Proponents of the Indiana Choice Scholarship program believe that the voucher program is benefiting public schools because it forces public schools to compete with private schools and charter schools, and then, in turn, forces the public schools to become better.

Proponents of the Indiana Choice Scholarship cite that the voucher program improves student showing lower failing and suspension rates as evidence of its success.

==Opponents of the voucher program==

While a choice in school may be favored by many, there are those who do not like the idea. Supporters of public schools say the program undermines the foundation of the public school system, citing disabilities concerns, financial barriers, divisions, and a lack of improvement. Opponents They also point to the irony that schools are expected to fix their shortfalls while losing money from the students who depart for private schools.

People are critical of the Indiana Choice Scholarship because of the lack of disability accommodations.
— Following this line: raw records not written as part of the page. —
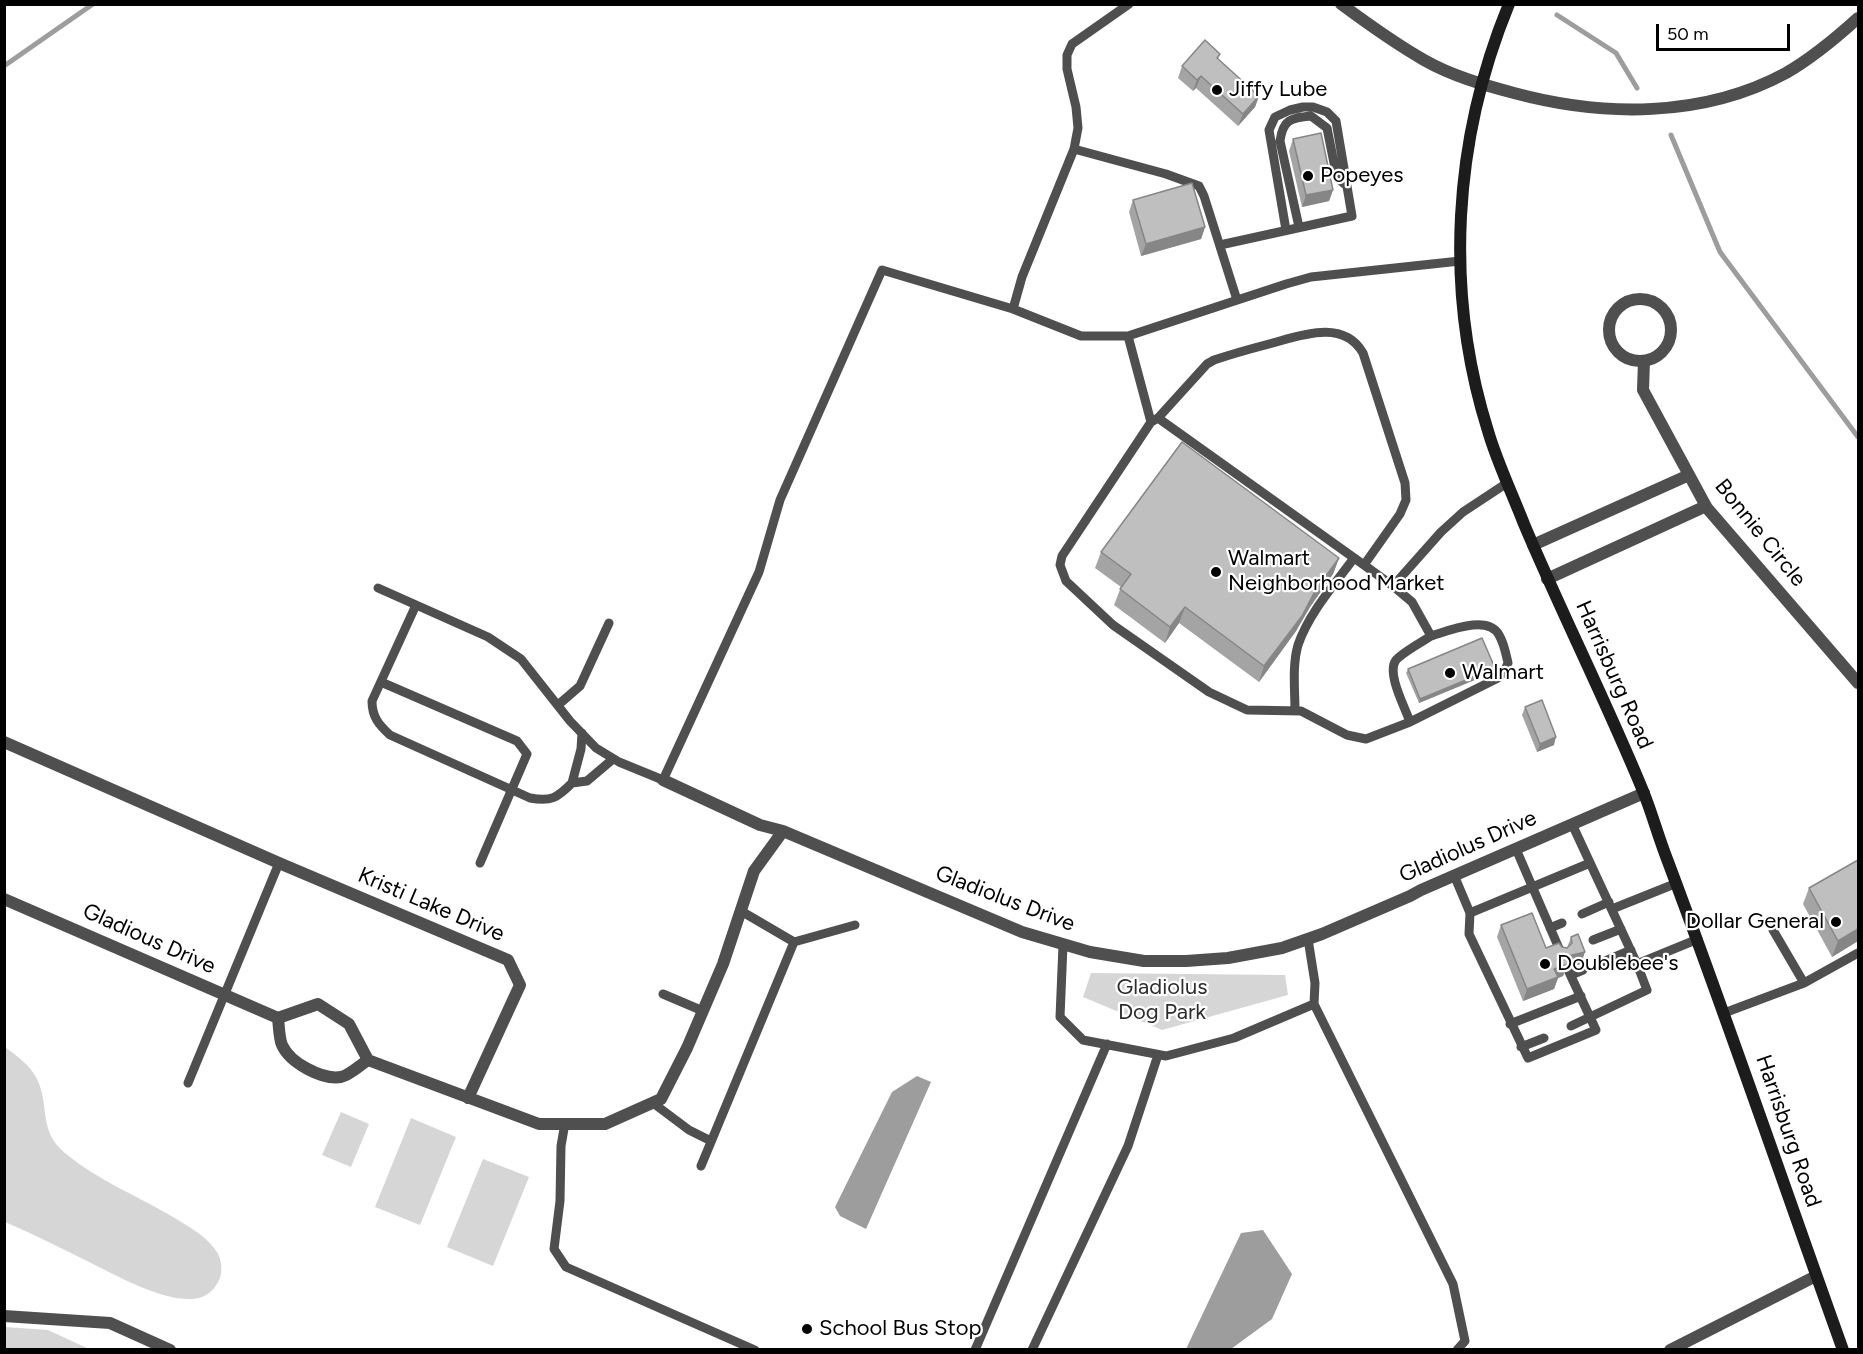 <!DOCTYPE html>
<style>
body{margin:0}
#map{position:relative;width:1863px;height:1354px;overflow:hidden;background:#fff;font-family:Figtree,sans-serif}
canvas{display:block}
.frame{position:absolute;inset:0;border:6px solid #000;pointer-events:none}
.scale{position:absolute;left:1656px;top:24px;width:134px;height:27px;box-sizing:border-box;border:3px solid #000;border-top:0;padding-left:8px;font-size:18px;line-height:21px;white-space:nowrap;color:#000;-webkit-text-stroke:4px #fff;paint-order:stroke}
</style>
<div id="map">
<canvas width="1863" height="1354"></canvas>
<div class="frame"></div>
<div class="scale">50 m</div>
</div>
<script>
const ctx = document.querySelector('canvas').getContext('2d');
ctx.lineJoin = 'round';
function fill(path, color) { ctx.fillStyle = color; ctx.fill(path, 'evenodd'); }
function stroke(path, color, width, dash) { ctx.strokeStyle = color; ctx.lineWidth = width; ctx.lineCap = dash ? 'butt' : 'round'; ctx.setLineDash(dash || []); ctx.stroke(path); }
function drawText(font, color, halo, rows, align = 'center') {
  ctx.font = font + ' Figtree,sans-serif'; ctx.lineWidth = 4.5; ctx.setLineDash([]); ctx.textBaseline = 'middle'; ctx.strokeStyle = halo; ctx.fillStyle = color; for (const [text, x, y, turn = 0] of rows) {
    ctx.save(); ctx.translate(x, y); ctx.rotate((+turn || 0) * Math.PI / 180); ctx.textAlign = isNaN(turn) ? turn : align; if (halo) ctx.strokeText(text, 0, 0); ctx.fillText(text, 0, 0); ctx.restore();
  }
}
const green = new Path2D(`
 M1091 973 1285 975 1288 995 1162 1030 1083 997Z
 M5 1047C17 1056 30 1065 37 1079 50 1106 38 1131 65 1153 98 1181 141 1197 178 1220 191 1228 205 1236 214 1248 221 1256 223 1267 220 1278 215 1290 206 1298 193 1299 163 1301 121 1278 95 1265 65 1250 35 1235 5 1222Z
 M341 1112 369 1124 351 1167 322 1155Z
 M411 1118 456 1137 420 1225 375 1207Z
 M483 1159 529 1177 493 1266 447 1247Z
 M5 1327 48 1330 89 1349H5Z`);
const water = new Path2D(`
 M917 1076 931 1082 866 1229 840 1216 835 1207 892 1092Z
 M1263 1230 1292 1274 1272 1319 1231 1349H1186L1241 1233Z`);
const stream = new Path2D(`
 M1557 15 1616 53 1637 88
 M4 66 93 4
 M1671 135 1720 252 1858 437`);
const service = new Path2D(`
 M1129 4 1072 44 1067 55V69L1076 107 1078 128 1074 149 1022 277 1013 309 1081 336H1128L1286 284 1311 277 1460 261
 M1074 149 1166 174 1199 186 1204 196 1237 300
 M1299 227 1280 141C1283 119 1291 118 1311 116L1327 128 1337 178 1347 186
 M1220 245 1352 216 1336 121 1327 112 1313 107H1303L1290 110 1275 117 1269 130 1286 230
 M1128 336 1151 422 1062 556 1060 565 1066 581 1113 625 1209 692 1247 710 1301 711 1347 735 1366 739 1410 722
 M1158 418 1364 565
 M1151 422 1158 418 1207 364 1214 360C1232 354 1250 349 1269 344 1299 336 1343 318 1363 353L1405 483 1406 500 1400 514 1364 565 1393 586
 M378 588 488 637 521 659 570 721 596 748 619 762 663 780 759 572 780 500 882 270 1013 309
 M416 605 372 701C372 717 379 725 390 735L530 798C551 802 557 798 572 783
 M1431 636C1422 642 1403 652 1396 660 1386 673 1405 707 1410 722L1498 678 1504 672 1508 663C1506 654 1504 643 1499 635 1488 614 1448 631 1431 636L1412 602 1393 586 1441 532 1463 512 1507 483
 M381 682 517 741 527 754 480 863
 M558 705 580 686 609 623
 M1295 711C1295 690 1292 666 1298 645 1309 613 1334 585 1354 558
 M582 733 581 749 572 783 587 781 613 759
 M1572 824 1637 964 1698 939
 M1516 849 1561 953
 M1454 875 1470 913 1590 863
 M1612 909 1677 883
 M741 911 794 942 855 925
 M1470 913 1469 934 1528 1058 1596 1030 1569 972
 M1582 914 1609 902
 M1550 928 1562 923
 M1773 930 1804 983
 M1308 939 1315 983 1314 1004 1453 1284 1465 1341 1457 1350
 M1593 940 1621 929
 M1063 945 1060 1017 1083 1040 1166 1056 1234 1038 1314 1004
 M1603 962 1631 950
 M1571 975 1583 970
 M663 994 703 1011
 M1724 1013 1804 983 1858 953
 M1510 1024 1581 996
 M1571 1026 1647 990 1637 964
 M1521 1047 1544 1038
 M188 1083 279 863
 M653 1103 689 1130 711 1141
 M565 1123 561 1146 560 1201 554 1249 566 1267 755 1350
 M701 1166 794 942
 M975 1350 1107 1044
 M1032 1350 1128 1146 1158 1055`);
const minor = new Path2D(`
 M1609 330a31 31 0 1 1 62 0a31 31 0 1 1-62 0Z
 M1644 361 1643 390 1707 508 1858 683
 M1533 545 1689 475
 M1547 579 1706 506
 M4 742 279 863 508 960 520 985 468 1098
 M663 780 760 825 783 831 1022 932 1090 952 1144 961H1186L1228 958 1282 948 1322 934 1410 896 1421 890 1644 793
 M4 899 278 1018 318 1004 349 1024 368 1060 539 1124H605L661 1099 687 1048 723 964 754 871 783 831
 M278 1018C279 1026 279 1038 282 1045 290 1063 322 1080 341 1077 350 1075 360 1065 368 1060
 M4 1316 110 1323 170 1350`);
const tertiary = new Path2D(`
 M1341 4C1368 24 1396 44 1424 60 1452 76 1484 85 1514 93 1603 117 1703 118 1786 73 1812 58 1836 38 1858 18
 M1670 1350 1816 1276`);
const secondary = new Path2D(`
 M1509 4C1453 140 1444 291 1488 431 1497 462 1512 493 1524 524 1562 614 1606 701 1643 791 1652 813 1658 836 1667 859 1728 1021 1784 1186 1843 1350`);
const wall = new Path2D(`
 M1220 54 1218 59 1259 96 1255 107 1238 126 1196 88 1193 91 1178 78 1182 66Z
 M1293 139 1333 190 1329 201 1302 207 1289 151Z
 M1133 200 1205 227 1201 239 1141 256 1129 212Z
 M1101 552 1339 558 1333 574 1310 607 1296 631 1259 682 1179 623 1165 643 1114 605 1121 587 1095 568Z
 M1495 668 1494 672 1419 703 1406 673 1408 669Z
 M1525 707 1554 745 1537 752 1522 715Z
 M1809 888 1858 941 1832 957 1803 904Z
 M1501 925 1546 948 1562 947 1567 948 1571 937 1581 964 1567 967 1563 976 1558 978 1554 989 1523 1001 1497 937Z`);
const shadedWall = new Path2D(`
 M1201 76 1196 88 1193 91 1197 80Z
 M1259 96 1255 107 1238 126 1243 114Z
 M1333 190 1329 201 1302 207 1306 195Z
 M1205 227 1201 239 1141 256 1146 244Z
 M1339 558 1333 574 1310 607 1296 631 1259 682 1264 666Z
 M1185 607 1179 623 1165 643 1170 627Z
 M1495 668 1494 672 1419 703 1420 699Z
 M1556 737 1554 745 1537 752 1540 744Z
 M1858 929V941L1832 957 1838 941Z
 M1585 952 1581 964 1567 967 1563 976 1558 978 1554 989 1523 1001 1527 989 1554 969 1568 956Z`);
const building = new Path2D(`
 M1205 40 1220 54 1217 58 1259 96 1243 114 1201 76 1197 80 1182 66Z
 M1321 133 1333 190 1306 195 1293 139Z
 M1192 183 1205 227 1146 244 1133 200Z
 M1182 442 1339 558 1315 591 1302 616 1264 666 1185 607 1170 627 1120 589 1131 574 1101 552Z
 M1482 638 1495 668 1420 699 1408 669Z
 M1542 700 1556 737 1540 744 1525 707Z
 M1858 860V929L1838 941 1809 888Z
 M1532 913 1546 948 1559 943 1562 947 1567 948 1572 943 1571 937 1578 934 1585 952 1568 956V964L1554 969 1558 977 1527 989 1501 925Z`);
const markers = [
 [1217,90,6,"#000"],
 [1308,176,6,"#000"],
 [1216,572,6,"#000"],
 [1450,673,6,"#000"],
 [1836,922,6,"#000"],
 [1545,964,6,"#000"],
 [807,1329,6,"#000"]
];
const poiNames = [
 ["Jiffy Lube",1229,90],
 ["Popeyes",1320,176],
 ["Walmart",1228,559],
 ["Neighborhood Market",1228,584],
 ["Walmart",1462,673],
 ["Dollar General",1824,922,"right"],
 ["Doublebee's",1557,964],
 ["School Bus Stop",819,1329]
];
const streetNames = [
 ["Bonnie Circle",1760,533,51],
 ["Harrisburg Road",1614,675,66],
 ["Gladiolus Drive",1468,847,-24],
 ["Gladiolus Drive",1005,899,21],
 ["Kristi Lake Drive",431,905,23],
 ["Gladious Drive",149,939,24],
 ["Harrisburg Road",1788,1131,71]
];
const parkNames = [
 ["Gladiolus",1162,988],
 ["Dog Park",1162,1013]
];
fill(green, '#d6d6d6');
fill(water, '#9d9d9d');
stroke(stream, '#9d9d9d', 5);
stroke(service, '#4f4f4f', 9);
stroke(minor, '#4f4f4f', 12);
stroke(tertiary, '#4f4f4f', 12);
stroke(secondary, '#1c1c1c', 12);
fill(wall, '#a4a4a4');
fill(shadedWall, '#868686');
fill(building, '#bfbfbf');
stroke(building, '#868686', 1.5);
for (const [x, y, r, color] of markers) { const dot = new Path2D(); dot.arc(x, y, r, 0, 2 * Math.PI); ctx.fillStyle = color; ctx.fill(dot); stroke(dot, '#fff', 2); }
drawText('22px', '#000', '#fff', poiNames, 'left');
drawText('22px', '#000', '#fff', streetNames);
drawText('22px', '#2d2d2d', '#fff', parkNames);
</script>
Private schools do not have to accommodate 504 plans, some disabilities, and IEPs (Individualized Education Program). This lack of accommodation hurts students who attend public schools because accommodations are usually one of the first things to be cut in school budgets.

The Indiana Choice Scholarship was created to help students who could not otherwise afford private school and escape their bad public school. Critics of the voucher program make the argument that a lot of children using the program are already going to private schools to begin with. Proponents say that the average student is already attending private schools; therefore, the voucher program is helping middle-class families.

Another critic of the voucher program is that while the goal of the program is to help students attend the school of their choosing by providing monetary support, often, not enough monetary support is provided. Opponents say this leaves the most vulnerable students behind, because they cannot close the gap between what would be covered by the voucher and the private school tuition; thus, some students are left behind in failing public schools.

Critics of the voucher program are also cautious of the program because private schools can defer students based on their religion, gender, and ability to a certain extent. Whereas public schools are required to educate anyone who wants to be educated.

The argument has also been made that vouchers challenge the First Amendment Right that separates church and state. Cases have been brought to the courts questioning whether giving taxpayer money to religious schools goes against the First Amendment Right. The courts have ruled that it does not, but this is still a question plaguing people and is being challenged.

An argument often made by voucher program supporters is that students do better at private schools using voucher schools than they would have done at public schools, but data shows that there is no improvement or backward improvement for students, as shown by test scores.

Due to the lack of evidence that voucher programs work, an argument has been made that voucher programs are a way for republican lawmakers to push conservative agendas. When using a voucher program, most students attend a religious school. These religious schools are more conservative, so the hope is that the child will come out of school with conservative leanings.